‘We need to be in charge of our own government again’; Sen. Mike Lee hosts town hall at SUU

Senator Mike Lee discusses current events and issues at SUU during a town hall meeting, Cedar City, Feb. 14, 2020 | Photo by Kelsey Cooke, St George News / Cedar City News

CEDAR CITY — United States Sen. Mike Lee hosted a town hall meeting Friday at Southern Utah University.

Lee visited SUU’s Michael O. Leavitt Center for Politics and Public Service to discuss current issues and answer questions from community members. He began the meeting by briefly introducing himself and expressing his appreciation for the Leavitt Center.

Lee commented on the public’s current perception of the United States Senate.

“A lot of people aren’t happy with Congress, and it’s understandable,” Lee said. “I think some of the reasons for that can be explained by virtue of the fact that when you have a government that tries to do too many things and be too many things to too many people as diverse and as varied in their opinions as is our great country of some 330 million people, you’re going to leave some people disappointed. You’re going to leave some people out, you’re going to leave some people very angry.”

Lee said this is the case particularly when most of the nation has to work weeks or months out of the year to pay federal taxes, and the government is currently spending $1 trillion more than it’s collecting in taxes. He said the government is collecting more tax revenue than it’s ever seen, and yet the national deficit is also at its highest.

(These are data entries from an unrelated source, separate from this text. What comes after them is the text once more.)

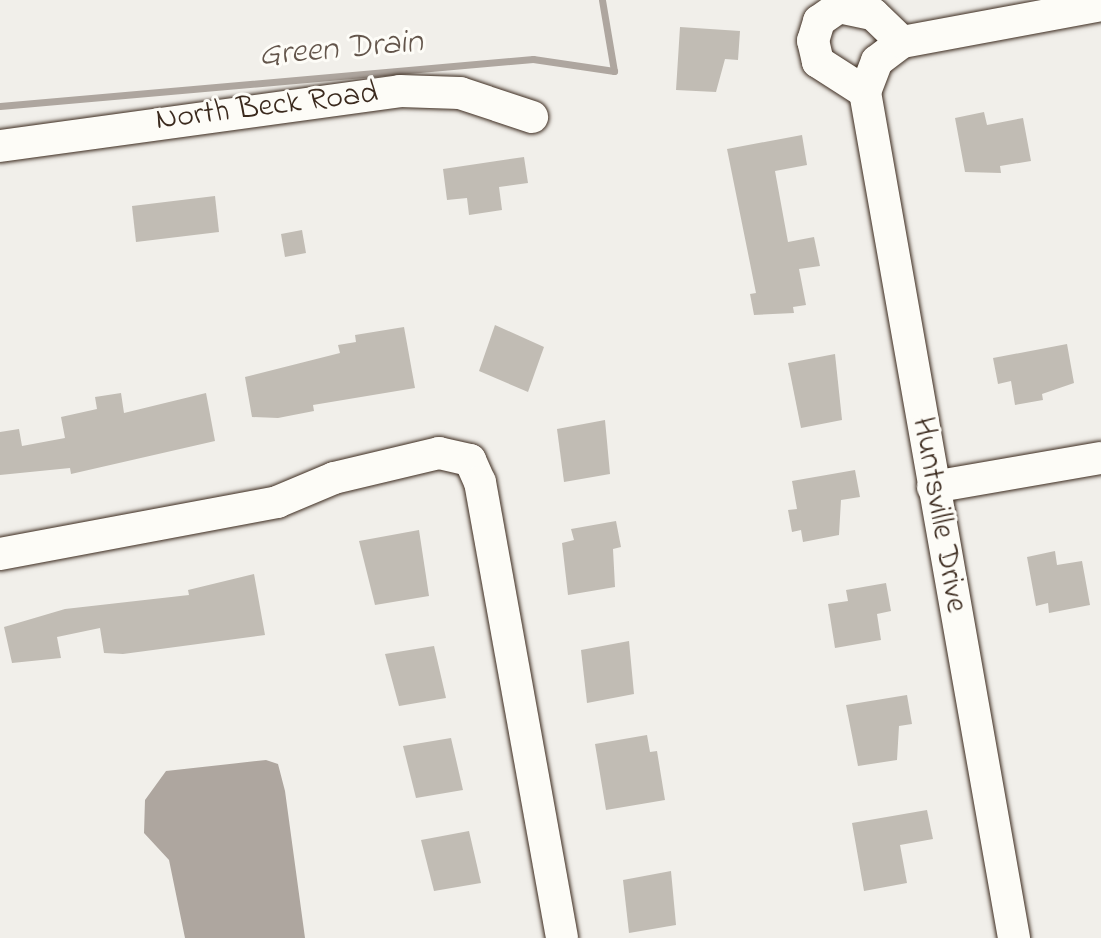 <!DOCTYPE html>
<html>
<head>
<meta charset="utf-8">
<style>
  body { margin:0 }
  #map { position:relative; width:1101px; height:938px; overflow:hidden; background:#f1efea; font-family:"Indie Flower",sans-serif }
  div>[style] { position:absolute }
  .water>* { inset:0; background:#aea69f }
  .stream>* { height:7px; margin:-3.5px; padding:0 3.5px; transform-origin:3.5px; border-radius:3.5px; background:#aea69f }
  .building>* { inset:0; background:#c1bcb4 }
  .roads { filter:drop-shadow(0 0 2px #3b2a1e) drop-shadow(0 0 2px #3b2a1e) }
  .minor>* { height:32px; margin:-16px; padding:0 16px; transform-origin:16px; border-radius:16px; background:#fdfcf7 }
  span { translate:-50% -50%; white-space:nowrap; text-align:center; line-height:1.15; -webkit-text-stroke:6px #fdfcf7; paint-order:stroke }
  .street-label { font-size:32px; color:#3b2a1e }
  .water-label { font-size:34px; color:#63554b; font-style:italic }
</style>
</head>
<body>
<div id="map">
  <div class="water">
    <i style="clip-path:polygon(266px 760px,278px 764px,285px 791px,305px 938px,185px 938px,169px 860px,144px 833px,145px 800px,166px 771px)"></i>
  </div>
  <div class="stream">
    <i style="left:0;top:106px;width:535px;rotate:-5.04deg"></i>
    <i style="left:533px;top:59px;width:82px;rotate:8.4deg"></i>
    <i style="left:614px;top:71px;width:72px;rotate:-99.6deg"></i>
  </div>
  <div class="building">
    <i style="clip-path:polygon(680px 27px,740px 31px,738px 60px,725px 59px,716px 92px,676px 90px)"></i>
    <i style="clip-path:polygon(984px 112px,987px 125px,1023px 118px,1031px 161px,1000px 166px,1001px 173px,965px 172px,955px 118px)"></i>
    <i style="clip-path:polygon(802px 135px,807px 165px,775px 171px,788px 242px,814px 237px,820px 266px,799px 269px,806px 305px,793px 307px,794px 313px,754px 315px,750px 294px,756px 293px,727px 149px)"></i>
    <i style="clip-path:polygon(524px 157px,528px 183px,499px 187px,502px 210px,469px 215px,467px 198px,447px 200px,443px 169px)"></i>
    <i style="clip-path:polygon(215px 196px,219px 232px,136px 242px,132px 206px)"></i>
    <i style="clip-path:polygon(302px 230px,306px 253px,285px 257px,281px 234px)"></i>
    <i style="clip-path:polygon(495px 325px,544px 347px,528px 392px,479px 371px)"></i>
    <i style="clip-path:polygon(404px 327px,415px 388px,313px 405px,314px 411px,278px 418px,252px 417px,245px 377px,340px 353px,338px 345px,356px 342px,355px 335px)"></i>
    <i style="clip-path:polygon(1067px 344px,1074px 383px,1042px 394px,1043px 400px,1015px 405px,1011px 381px,998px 384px,993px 358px)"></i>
    <i style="clip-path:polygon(835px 354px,842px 420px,801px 428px,788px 363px)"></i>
    <i style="clip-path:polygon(121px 393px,124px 413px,206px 393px,215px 441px,71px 474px,70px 468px,0 475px,0 432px,19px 429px,22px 446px,65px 438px,61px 417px,97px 409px,95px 397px)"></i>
    <i style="clip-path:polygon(605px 420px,610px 474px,564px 482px,557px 429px)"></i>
    <i style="clip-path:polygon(855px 470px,860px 497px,841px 500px,839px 535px,803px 542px,801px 530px,792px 532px,788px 510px,797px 509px,792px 481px)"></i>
    <i style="clip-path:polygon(616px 521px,621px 547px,613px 549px,615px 587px,568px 595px,562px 543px,574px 540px,571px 529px)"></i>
    <i style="clip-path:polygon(419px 530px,429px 596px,375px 605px,359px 541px)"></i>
    <i style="clip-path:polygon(1055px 551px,1057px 565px,1082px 561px,1090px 605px,1049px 613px,1048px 603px,1036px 606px,1027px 557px)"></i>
    <i style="clip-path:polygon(254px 574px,265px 635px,123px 654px,104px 653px,100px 628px,57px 637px,61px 658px,12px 663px,4px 627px,65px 609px,189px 595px,188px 590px)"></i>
    <i style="clip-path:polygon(886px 583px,891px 611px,877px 614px,881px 640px,835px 648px,828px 604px,848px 601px,846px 590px)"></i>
    <i style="clip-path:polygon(629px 641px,634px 694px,587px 703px,581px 650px)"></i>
    <i style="clip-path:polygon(434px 646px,446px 698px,399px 706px,385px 654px)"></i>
    <i style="clip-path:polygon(907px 695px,912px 724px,899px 726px,897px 760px,858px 766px,846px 705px)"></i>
    <i style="clip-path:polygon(647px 735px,650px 752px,657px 751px,665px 800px,606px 810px,595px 744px)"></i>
    <i style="clip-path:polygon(451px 738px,463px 790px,416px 798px,403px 746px)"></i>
    <i style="clip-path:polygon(927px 810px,933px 839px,900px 845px,907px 883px,864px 891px,852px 823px)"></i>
    <i style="clip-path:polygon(469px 831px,481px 883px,434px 891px,421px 840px)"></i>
    <i style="clip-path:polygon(671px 871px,676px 925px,629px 933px,623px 880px)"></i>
  </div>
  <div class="roads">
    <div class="minor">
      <i style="left:865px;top:92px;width:859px;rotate:80.01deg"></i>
      <i style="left:865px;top:92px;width:33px;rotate:-69deg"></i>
      <i style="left:877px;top:61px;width:31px;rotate:-37deg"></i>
      <i style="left:902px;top:42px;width:202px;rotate:-10.5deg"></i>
      <i style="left:865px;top:92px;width:56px;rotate:-147.4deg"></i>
      <i style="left:818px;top:62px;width:22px;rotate:-103deg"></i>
      <i style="left:813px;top:41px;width:21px;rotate:-73deg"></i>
      <i style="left:819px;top:21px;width:24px;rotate:-35deg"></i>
      <i style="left:839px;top:7px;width:35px;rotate:12deg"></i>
      <i style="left:873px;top:14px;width:40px;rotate:44deg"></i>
      <i style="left:0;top:146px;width:404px;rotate:-7.8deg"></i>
      <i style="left:400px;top:91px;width:60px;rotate:1.9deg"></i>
      <i style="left:460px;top:93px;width:76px;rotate:18.4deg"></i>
      <i style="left:933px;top:487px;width:170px;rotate:-9.8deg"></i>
      <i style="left:0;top:554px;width:282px;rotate:-10.6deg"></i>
      <i style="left:277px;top:502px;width:62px;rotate:-22.8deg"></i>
      <i style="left:334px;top:478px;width:108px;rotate:-13.4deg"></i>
      <i style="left:439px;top:453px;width:32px;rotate:13deg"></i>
      <i style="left:470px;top:460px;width:24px;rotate:66deg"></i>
      <i style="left:480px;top:482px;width:463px;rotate:79.8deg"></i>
    </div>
  </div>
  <div class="street-label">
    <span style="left:267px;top:108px;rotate:-7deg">North Beck Road</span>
    <span style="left:938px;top:515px;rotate:80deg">Huntsville Drive</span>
  </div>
  <div class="water-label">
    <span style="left:341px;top:50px;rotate:-5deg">Green Drain</span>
  </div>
</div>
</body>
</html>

He discussed the effects federal regulations have on the cost of goods — particularly for working, middle and lower class citizens — of increasing the price of goods by roughly $2.2 trillion a year.

“It’s not the rich who get hit by regulatory compliance costs,” Lee said. “All this comes about as a result of lazy law-making on the part of members of congress.”

Lee attributed this problem to both major parties, Democrats and Republicans, and the current tendency of overregulation within the federal government as well as relying on outside agencies for regulations. Citing the United States Constitution, Lee said all federal laws must go through Congress before being presented to the president for approval or veto.

“If you don’t follow that format, you don’t get a federal law,” he said. “We cheated around that, under the false, flawed, fatally short-sighted leadership of Houses of Representatives, of Senates and of White Houses of every conceivable partisan combination over the last 80 years. We’ve done that because it makes life easier for members of Congress. Why? Because they don’t have to vote on the hard stuff; they don’t have to vote on the very same things they’re delegating to unelected, unaccountable bureaucrats.”

He continued to discuss the overregulation of the federal government.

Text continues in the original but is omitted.